Bij een verkoopoptie kan de vertrekkende aandeelhouder de andere aandeelhouders verplichten zijn aandelen over te nemen en de prijs daarvoor te betalen. Bij een uittreding of inkoop van eigen aandelen zullen de middelen tot uitkoop vanuit de vennootschap zelf komen.

Of de middelen voor de uitkoop afkomstig zijn van de medeaandeelhouders (verkoopoptie), dan wel de vennootschap (inkoop eigen aandelen/uittreding) zal voor de vertrekkende aandeelhouder weinig verschil maken. De gebruikte exit-techniek kan voor de vertrekkende aandeelhouder fiscaal wel andere gevolgen hebben.

Op fiscaal vlak zal de meerwaarde ontvangen door de overdragende aandeelhouder ingevolge de uitoefening van een verkoopoptie worden beschouwd als een (desgevallend vrijgestelde) meerwaarde op aandelen.

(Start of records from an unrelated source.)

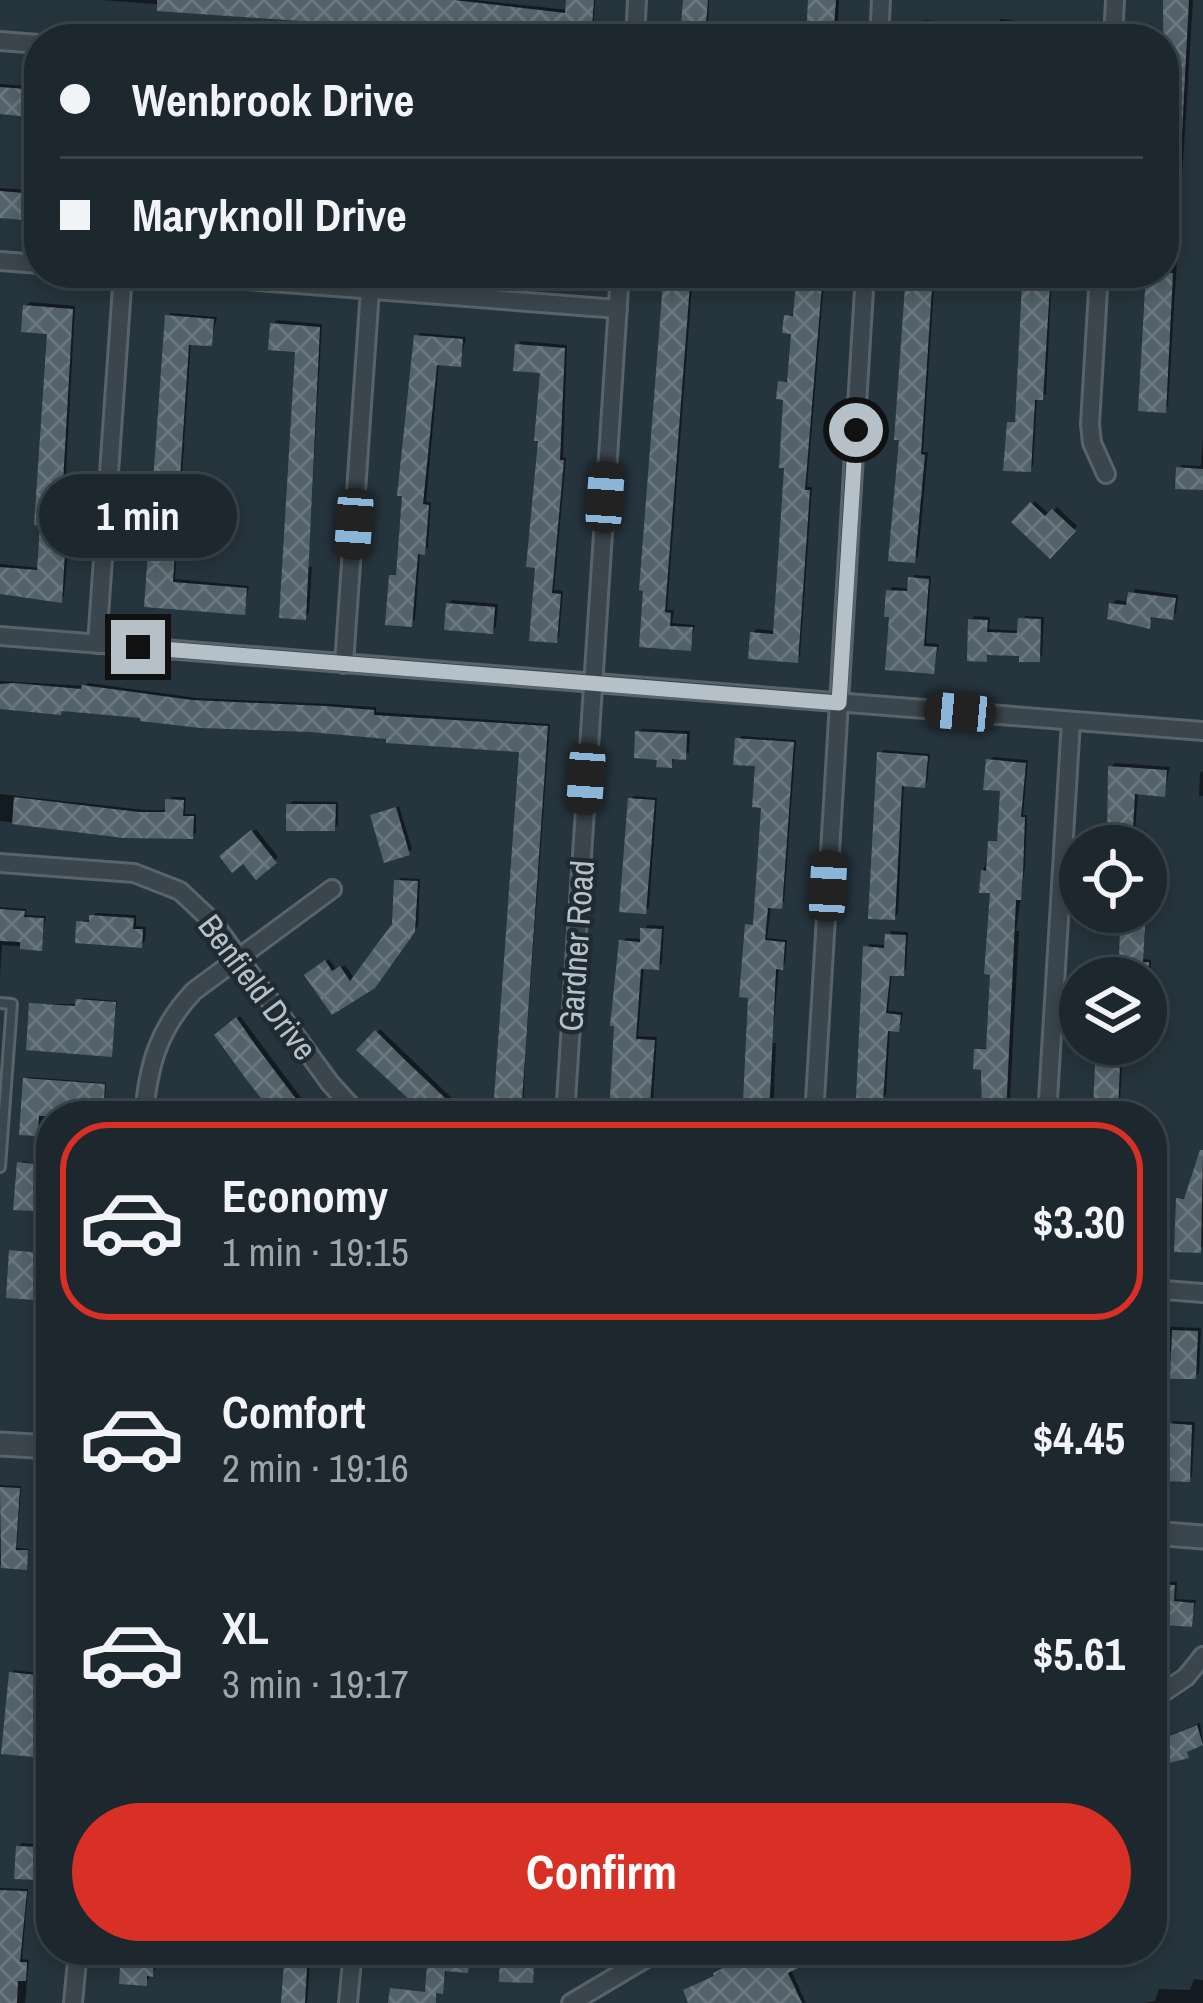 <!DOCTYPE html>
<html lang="en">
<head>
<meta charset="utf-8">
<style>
  :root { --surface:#1c272e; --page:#252f36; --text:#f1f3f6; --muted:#a0a5aa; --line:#3a444a; --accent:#d93025 }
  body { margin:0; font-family:"Archivo Narrow",sans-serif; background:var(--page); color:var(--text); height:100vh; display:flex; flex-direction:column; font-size:45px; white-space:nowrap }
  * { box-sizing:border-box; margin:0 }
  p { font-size:39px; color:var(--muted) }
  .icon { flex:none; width:66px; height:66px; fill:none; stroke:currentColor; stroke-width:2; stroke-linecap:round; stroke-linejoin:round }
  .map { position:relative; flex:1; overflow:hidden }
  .side { position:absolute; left:36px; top:1101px; width:1131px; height:864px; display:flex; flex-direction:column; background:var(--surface); border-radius:48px; box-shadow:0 6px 18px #0003,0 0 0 3px var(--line) }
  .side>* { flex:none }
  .guide { position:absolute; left:24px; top:24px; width:1155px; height:264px; border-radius:48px; box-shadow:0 6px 18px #0003,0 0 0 3px var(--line); display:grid; align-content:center; height:264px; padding:0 36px; background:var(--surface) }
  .tools { position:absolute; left:1059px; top:825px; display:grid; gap:24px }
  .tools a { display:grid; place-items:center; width:108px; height:108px; border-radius:50%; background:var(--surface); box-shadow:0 6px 18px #0003,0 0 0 3px var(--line); font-size:60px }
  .end { position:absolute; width:54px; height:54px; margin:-27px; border:15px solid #b6c0c8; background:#111; box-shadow:0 0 0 6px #111 }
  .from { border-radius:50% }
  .bubble { position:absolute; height:84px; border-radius:42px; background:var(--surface); box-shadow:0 6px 18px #0003,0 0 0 3px var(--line); font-size:39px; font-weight:700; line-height:84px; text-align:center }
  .car { position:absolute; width:36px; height:72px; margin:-36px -18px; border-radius:15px; box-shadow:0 0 9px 3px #0007; background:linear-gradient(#222 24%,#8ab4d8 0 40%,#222 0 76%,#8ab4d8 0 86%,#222 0) }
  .guide b { display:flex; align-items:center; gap:42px; height:114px; font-size:45px }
  .guide b+b { border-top:3px solid var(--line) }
  .guide i { width:30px; height:30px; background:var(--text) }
  ul { padding:21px 0 0; list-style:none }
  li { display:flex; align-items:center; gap:36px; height:198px; margin:0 24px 18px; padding:0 12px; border:6px solid transparent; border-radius:48px }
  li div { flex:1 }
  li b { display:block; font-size:45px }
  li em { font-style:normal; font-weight:700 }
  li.selected { border-color:var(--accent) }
  li>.icon { width:108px; height:108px; stroke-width:1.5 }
  .cta { display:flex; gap:24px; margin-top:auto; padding:24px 36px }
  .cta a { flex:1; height:138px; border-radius:72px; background:var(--accent); color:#fff; font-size:48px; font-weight:700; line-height:138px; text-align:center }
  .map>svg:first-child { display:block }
</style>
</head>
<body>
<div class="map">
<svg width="1203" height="2003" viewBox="0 0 1203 2003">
  <defs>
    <pattern id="building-cross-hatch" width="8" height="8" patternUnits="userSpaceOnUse" patternTransform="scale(3)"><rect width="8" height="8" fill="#52616a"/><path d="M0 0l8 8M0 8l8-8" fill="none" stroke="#69767e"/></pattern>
  </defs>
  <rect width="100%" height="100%" fill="#26343d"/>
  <path fill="#0007" d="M101,0h375l93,10v-10h26l-2,32 -3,4z
    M685,0h24l-1,21 26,2 -2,16h-49z
    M810,0h29l-2,39h-48l3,-4 17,1z
    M1165,0h28l-25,406 -4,4 -15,-137h15z
    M1000,19l12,1 -1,19h-91l4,-19 23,2v6l49,2z
    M1045,28l23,2 -1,9h-26z
    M0,84l39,3v27l-39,-3z
    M0,188l39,3v27l-39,-3z
    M666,273h27l-26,337h7l-2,13 23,2 -5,23 -48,-4z
    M800,273h19v8l5,1 -17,205h5l-12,169 -3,4 -44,-27 4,-4 19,2 11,-166 -1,-68 -5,-14 9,-4 5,-48 -8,-15 9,-3z
    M909,273h26l-12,179h5l-10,104 -4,4 -12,-122z
    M1026,273h26l-6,121 -9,3 -4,69 -3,3 -21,-46 9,-3z
    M30,302l45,4 -13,243 6,1 -4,46 -4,3 -60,-5v-30l40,4 10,-237 -24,-25z
    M171,313l46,4 -6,26 -20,-1 -16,237 74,7 -5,26 -97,-8 21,-288z
    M277,320l45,4 -14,243h4l-3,46 -4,4 -7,-268 -25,-25z
    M420,333l46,4 -6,27 -21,-2 -13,140h5l-3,46 -8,3 -5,69 -4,4 -19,-48 7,-4 18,-235z
    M521,341l46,4 -4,112 3,1 -12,132 9,1 -4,46 -4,3 -22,-1 10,-269 -25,-25z
    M1203,438v49l-24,-18 3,-4 19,1z
    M1035,501l15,14 7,-8 20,19 -27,28 -35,-32z
    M914,575l17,1 -5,67 13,1 -6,27 -44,-80 4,-4 17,2z
    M1135,589l43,6 -2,18 -4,3 -19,-2 -4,11 -37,-21 4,-4 14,2z
    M452,600l46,4 -2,23 -4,4 -43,-27z
    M975,616l15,1 -1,12 32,2 4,-15 19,1 -2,39 -4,3 -15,-6 -33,-1 -4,7 -15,-39z
    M0,681l85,5 3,-3 109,15 133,6 46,3v5l174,12 -24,321 -3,70 5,1h-26l20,-366 -378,-35 -144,-8z
    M642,729l48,2 -1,22 -14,3 -4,9 -33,-32z
    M742,736l54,4 -12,162 -13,3 -4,33 20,2 -2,23 -6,3 -7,77h4l-3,73h-39l1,-15 11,-3 5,-103 -3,-69 9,-3 7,-118 -6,-42 -20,-24z
    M884,750l46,4 -3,28 -3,3 -20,-2 -6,131 -4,3 -14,-164z
    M993,757l35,3 -5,55h4l-2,52 -9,64h3l-10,185h-25v-49l-7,-17 13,-3 3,-156 -10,-19 8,-30 9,-3 3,-51 -14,-28z
    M1115,763l55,4 -6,27 -26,-2 -3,39h11l-1,15h-36l2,-79z
    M1203,771v25h-4l1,-23z
    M0,794l145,16h23l4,-13h14l-1,17h11v19l-4,3 -69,-1 -123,-14z
    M634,796l23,2 -8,109 -4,4 -15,-112z
    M293,801l45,1v23l-4,3 -45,-23z
    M399,806l13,43 -3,3 -36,-36z
    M256,829l22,28 -22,19 -12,-16 -21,-4z
    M401,878l19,1 -2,47 -40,55 -45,30 -21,-39 17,-13 8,11 8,-5 10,15 40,-55 2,-44z
    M1146,879h3l-6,80 8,1 -1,19 -4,3v-4h-46l1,-21 4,-3h17l1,-29 -18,-13h41z
    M0,907l26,2v6l20,1 -5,32 -39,-3 -2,33z
    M96,913l40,2v11l10,1 -1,14 -4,4 -62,-23 13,-3z
    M647,925l17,1 -2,37 -4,4 -14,-1 -6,70 19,1 -5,79h-41l11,-174 4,-4 17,1z
    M891,931l17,1 -2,38 -14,3 -4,38 15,1 -2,13 -11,3 -4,66 -4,4 -16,-150 4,-4 17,1z
    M82,998l35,3 -7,53 -78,-50h46z
    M240,1016l65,87 12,13h-36l-63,-81z
    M380,1029l78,75 -11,12h-15l-71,-66z
    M1098,1044h25l-3,59 -4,3z
    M28,1077l78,6 -2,33h-53v17l-29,-1z
    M1203,1150v97l-4,3 -20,-50 9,-4z
    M22,1161l29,6v43l-34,-3z
    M1152,1326l49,2 -2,45 -4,3 -21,-24 -22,-1z
    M1173,1421l22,1 -3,54 -3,3 -21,-29 -16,-1v-13l17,-6z
    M0,1485l21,1 -4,62 12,1 -3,17 -26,-2z
    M1161,1581l16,1 -1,17 20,1 -5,24 -39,-3v-15l4,-2h-4v-16h5z
    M51,1595v77l-12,-1 -5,46h15l-4,38 -33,-82 3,-3 22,3z
    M1200,1723l3,19 -14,6 -2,7 -35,7v-19z
    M22,1843l23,2 -2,29 -4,3 -20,-30z
    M0,1888l28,1 -6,70 7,1 -4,43h-25z
    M125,1950h31l-1,20 -10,13 -22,-2z
    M268,1950h43l-4,53h-24l5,-49z
    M400,1950h71l-1,17 -23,1 -5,23 -11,-34 -31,-2z
    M717,1950h111l-38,18 16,35h-115l35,-35z
    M1194,1979l9,1v23h-59l11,-2 4,-12 31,1z"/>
  <path fill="url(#building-cross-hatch)" d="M157,0h297l111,13 1,-13h28l-3,39 -54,-1 -120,-14 -1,5 -259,-18z
    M683,0h25l-2,24 26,2 -1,13h-51z
    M808,0h28l-3,39h-27z
    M1163,0h26l-11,209 -14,-1z
    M0,87l39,3 -2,28 -37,-4z
    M0,191l37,3 -2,27 -35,-3z
    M906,273h27l-12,181 4,1 -10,108 -27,-2 11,-121h-5z
    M1146,273h27l-7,140 -28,-2z
    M663,282l27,2 -25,328 6,1 -1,13 23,1 -2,24 -52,-4 4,-56 -4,-1z
    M796,282l26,3 -17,205h5l-12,173 -50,-4 2,-27 23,2 11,-166h-5l4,-68 -7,-1 2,-18 9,1 4,-48 -9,-1 2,-18 9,1z
    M1022,283l28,2 -7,115h-8l-4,72 -28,-1 4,-49h8z
    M23,305l50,4 -14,243h6l-3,51 -62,-9v-27l37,3 3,-44 -6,-1 13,-191 -26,-2z
    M165,315l49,4 -2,27 -23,-1 -16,237 74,6 -2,27 -101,-8z
    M270,323l50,4 -14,293 -27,-2 16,-266 -27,-2z
    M414,335l49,4 -2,28 -24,-2 -14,139 6,1 -4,50 -7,-1 -6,73 -27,-2 4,-50h7l6,-79h-5z
    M515,344l50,4 -5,112h4l-12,133 9,1 -4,49 -28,-2 6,-73 -9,-1 12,-126h-4l6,-68 -27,-2z
    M1176,467l27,2v21l-28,-1z
    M1030,502l15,14 7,-7 24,22 -26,28 -39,-37z
    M908,577l21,2 -5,67 13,1 -3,27 -49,-4 4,-53h-5l2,-27 21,1z
    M1128,592l48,6 -3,22 -22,-3 -1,12 -43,-10 2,-16 17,2z
    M446,603l49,4 -2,27 -49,-4z
    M1018,618l23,1 -1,43h-21v-6l-32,-1v7l-20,-1 1,-42 20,1 -1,12 30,1z
    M14,683l67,6 1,-4 110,15 133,6 49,4v5l174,11 -26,375 -28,-3 25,-346 -133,-9v-4l-76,-7 -110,-4 -60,-7v-3l-78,-7 -1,4 -61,-6v-25z
    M635,731l52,3 -1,26 -14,-1v9l-16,-1 1,-7 -23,-2z
    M735,738l59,4 -12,167 -14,-1 -3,32 20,2 -2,28 -7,-1 -7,147h-38l1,-16 11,1 5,-103 -9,-1 6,-73 8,1 8,-117 -9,-1 3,-41 -22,-1z
    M877,752l51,4 -3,32 -23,-2 -7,134 -27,-1z
    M986,759l40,4 -5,54h4l-2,56 -2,27h-5l-10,216h-24l-1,-46 -8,-1 1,-20h12l4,-74 -6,-1 6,-81h-11l2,-23 5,1 2,-30h9l3,-50 -17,-1z
    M1108,766l59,4 -2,27 -30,-3 -3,52h-25z
    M14,797l125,15h26v-13l19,1 -1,16h11l-1,23 -70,-1 -111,-14z
    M628,798l27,2 -9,114 -27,-2z
    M286,804h50l-1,27h-49z
    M396,807l14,48 -26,8 -14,-48z
    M251,830l26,33 -21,17 -13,-16 -11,9 -13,-17z
    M394,880l24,1 -3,51 -40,56 -43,27 -28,-40 21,-15 7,11 8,-5 10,15 42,-57z
    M0,909l25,2 -1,6 20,1 -2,33 -22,-2v-7l-20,-1z
    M1102,912h44l-3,50h6l-1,16h-51l1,-22 21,1 1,-29 -19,-1z
    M89,915l45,3 -1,11h10l-1,19 -67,-5 1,-22 13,1z
    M640,928l22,1 -3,41 -18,-1 -5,70 19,1 -6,76h-40l5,-90h-4l9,-86 21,2z
    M885,934l21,1 -2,41h-14l-4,37 15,2 -2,17 -11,-1 -5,70 -27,-2 7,-153 21,2z
    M76,999l40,3 -4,55 -86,-7 3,-47 46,3z
    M236,1017l23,33 50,66h-34l-29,-37 -32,-44z
    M375,1030l28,28 61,58h-37l-71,-66z
    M1096,1044h25l-3,66 -25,-2z
    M23,1078l82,6 -2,32h-64l-1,20 -19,-1z
    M1200,1150h3l-2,103 -27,-1 2,-54 8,1z
    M17,1162l19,2 -3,47 -20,-1z
    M9,1250l42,4v47l-45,-3z
    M1172,1330l26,1 -2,48h-26z
    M1166,1423l26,2 -2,57 -26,-1 1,-28 -11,-1v-20l12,1z
    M0,1487l20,1 -4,62h12l-1,20 -26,-2z
    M1154,1584l21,1 -1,16 20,2 -2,24 -40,-3z
    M41,1609h10v66l-17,-1 2,-62z
    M9,1672l28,3 -4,44h15l-2,39 -45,-4z
    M1197,1725l6,20 -16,7 2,6 -32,8 -5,-23z
    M16,1846l26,1 -2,33 -26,-1z
    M0,1890l27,1 -7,71h7l-1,19h-8l-1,22h-17z
    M285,1950h23l-3,53h-24z
    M428,1950l42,2 -2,21 -23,-2 -2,23 -7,-1v10h-48l2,-15 35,4z
    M500,1950h35l-2,33 -34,-1z
    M714,1950h121l-47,23 14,30h-114l-5,-13 31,-14 -1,-3 10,-5z
    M121,1952l33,2 -1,23 -6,-1v10l-28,-2z"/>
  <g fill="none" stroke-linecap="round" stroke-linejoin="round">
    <g stroke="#58636b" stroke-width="14">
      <path id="service" d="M0,1003l12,1 -12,163"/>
    </g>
    <g stroke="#58636b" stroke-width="22">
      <path id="minor" d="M635,39l2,-39
        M879,39l2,-39
        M1113,39l2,-39
        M0,41l39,3
        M0,261l39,3
        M156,273l462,36
        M1099,273l-9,151 2,19 14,31
        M0,636l1203,95
        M97,644l26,-371
        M344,664l26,-374
        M0,863l134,10 46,18 32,30 118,162 30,33
        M144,1116c4,-51 15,-88 50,-125l138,-102
        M565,1116l55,-843
        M814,1116l51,-843
        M1047,1116l24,-395
        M1152,1289l51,4
        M1152,1700l34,-23 17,-21
        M73,2003l5,-53
        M348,2003l5,-53
        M571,2003l89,-53"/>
    </g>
    <g stroke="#58636b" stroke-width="27">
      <path id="tertiary" d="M0,1444l51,3
        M1152,1533l51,4"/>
    </g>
    <use href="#service" stroke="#3a454d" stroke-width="8"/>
    <use href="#minor" stroke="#3a454d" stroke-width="16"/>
    <use href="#tertiary" stroke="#3a454d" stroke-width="21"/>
  </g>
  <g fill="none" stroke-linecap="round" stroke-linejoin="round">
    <path stroke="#b6c0c8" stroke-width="15" d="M138,647l701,56 17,-273"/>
  </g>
  <g text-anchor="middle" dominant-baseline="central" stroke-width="9" stroke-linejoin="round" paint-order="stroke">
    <g font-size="33" fill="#b6c0c8" stroke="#1f2a32">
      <text transform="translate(576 946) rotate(-86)">Gardner Road</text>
      <text transform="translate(258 987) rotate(53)">Benfield Drive</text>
    </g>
  </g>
</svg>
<div class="tools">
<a><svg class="icon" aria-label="locate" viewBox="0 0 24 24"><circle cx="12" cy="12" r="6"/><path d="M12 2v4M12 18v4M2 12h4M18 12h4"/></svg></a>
<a><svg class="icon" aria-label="layers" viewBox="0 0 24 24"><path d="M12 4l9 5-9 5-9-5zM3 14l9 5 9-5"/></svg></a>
</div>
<i class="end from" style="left:856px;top:430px"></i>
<i class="end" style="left:138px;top:647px"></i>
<div class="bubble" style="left:39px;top:474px;width:198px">1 min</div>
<i class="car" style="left:605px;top:497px;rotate:4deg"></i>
<i class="car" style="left:354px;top:524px;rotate:184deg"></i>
<i class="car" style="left:960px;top:712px;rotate:275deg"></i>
<i class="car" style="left:586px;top:779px;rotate:184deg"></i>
<i class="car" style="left:828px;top:886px;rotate:3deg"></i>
<div class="guide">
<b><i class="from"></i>Wenbrook Drive</b>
<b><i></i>Maryknoll Drive</b>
</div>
<section class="side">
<ul>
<li class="selected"><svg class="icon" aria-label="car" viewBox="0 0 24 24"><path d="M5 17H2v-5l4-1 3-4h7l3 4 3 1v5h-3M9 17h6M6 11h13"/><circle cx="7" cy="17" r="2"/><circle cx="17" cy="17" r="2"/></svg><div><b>Economy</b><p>1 min · 19:15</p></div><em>$3.30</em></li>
<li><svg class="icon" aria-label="car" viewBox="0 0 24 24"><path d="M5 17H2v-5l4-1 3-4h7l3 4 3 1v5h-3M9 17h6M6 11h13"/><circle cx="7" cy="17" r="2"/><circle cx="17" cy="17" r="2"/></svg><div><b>Comfort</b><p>2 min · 19:16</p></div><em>$4.45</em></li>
<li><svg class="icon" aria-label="car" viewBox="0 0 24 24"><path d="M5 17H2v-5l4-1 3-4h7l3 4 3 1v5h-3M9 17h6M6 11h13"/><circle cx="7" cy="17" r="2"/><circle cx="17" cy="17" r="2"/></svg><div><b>XL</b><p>3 min · 19:17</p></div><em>$5.61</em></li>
</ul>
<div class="cta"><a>Confirm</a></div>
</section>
</div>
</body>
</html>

Voor aandeelhouders-vennootschappen geldt een vrijstelling wanneer de participatie meer bedraagt dan 10% van het kapitaal (of een aanschaffingswaarde heeft van meer dan 2,5 miljoen euro) en langer is aangehouden dan 1 jaar. Voor aandeelhouders-natuurlijke personen geldt een vrijstelling indien de verrichting kwalificeert als een normale verrichting van beheer van privévermogen.

De uitkering van een scheidingsaandeel bij uittreding wordt daarentegen fiscaal beschouwd als een uitgekeerd dividend onderworpen aan roerende voorheffing in zoverre de uitkering meer bedraagt dan het aandeel in het fiscaal gestorte kapitaal (art. 187 en art. 18, lid 1, 2° ter WIB92). Voor de BV, die vennootschapsrechtelijk geen kapitaal heeft, is het fiscaal gestort kapitaal gelijk aan de werkelijk gestorte inbrengen in geld of in natura, andere dan inbrengen van nijverheid, en in zoverre er geen terugbetaling of vermindering heeft plaatsgevonden (art. 2, §1, 6° en art. 184, lid 1 WIB92). Voor het deel van de uitkering dat overeenkomt met het fiscaal gestort kapitaal geldt de proportionele toerekening op werkelijk gestort kapitaal en reserves zoals bij een kapitaalvermindering. Aandeelhouders-vennootschappen kunnen genieten van de DBI-aftrek indien de participatie meer bedraagt dan 10% van het kapitaal (of een aanschaffingswaarde heeft van meer dan 2,5 miljoen euro) en langer is aangehouden dan 1 jaar. Aandeelhouders-natuurlijke personen zullen roerende voorheffing verschuldigd zijn op het deel dat het fiscaal gestorte kapitaal overstijgt en op het proportioneel deel van het gestorte kapitaal dat verhoudingsgewijs overeenstemt met de reserves.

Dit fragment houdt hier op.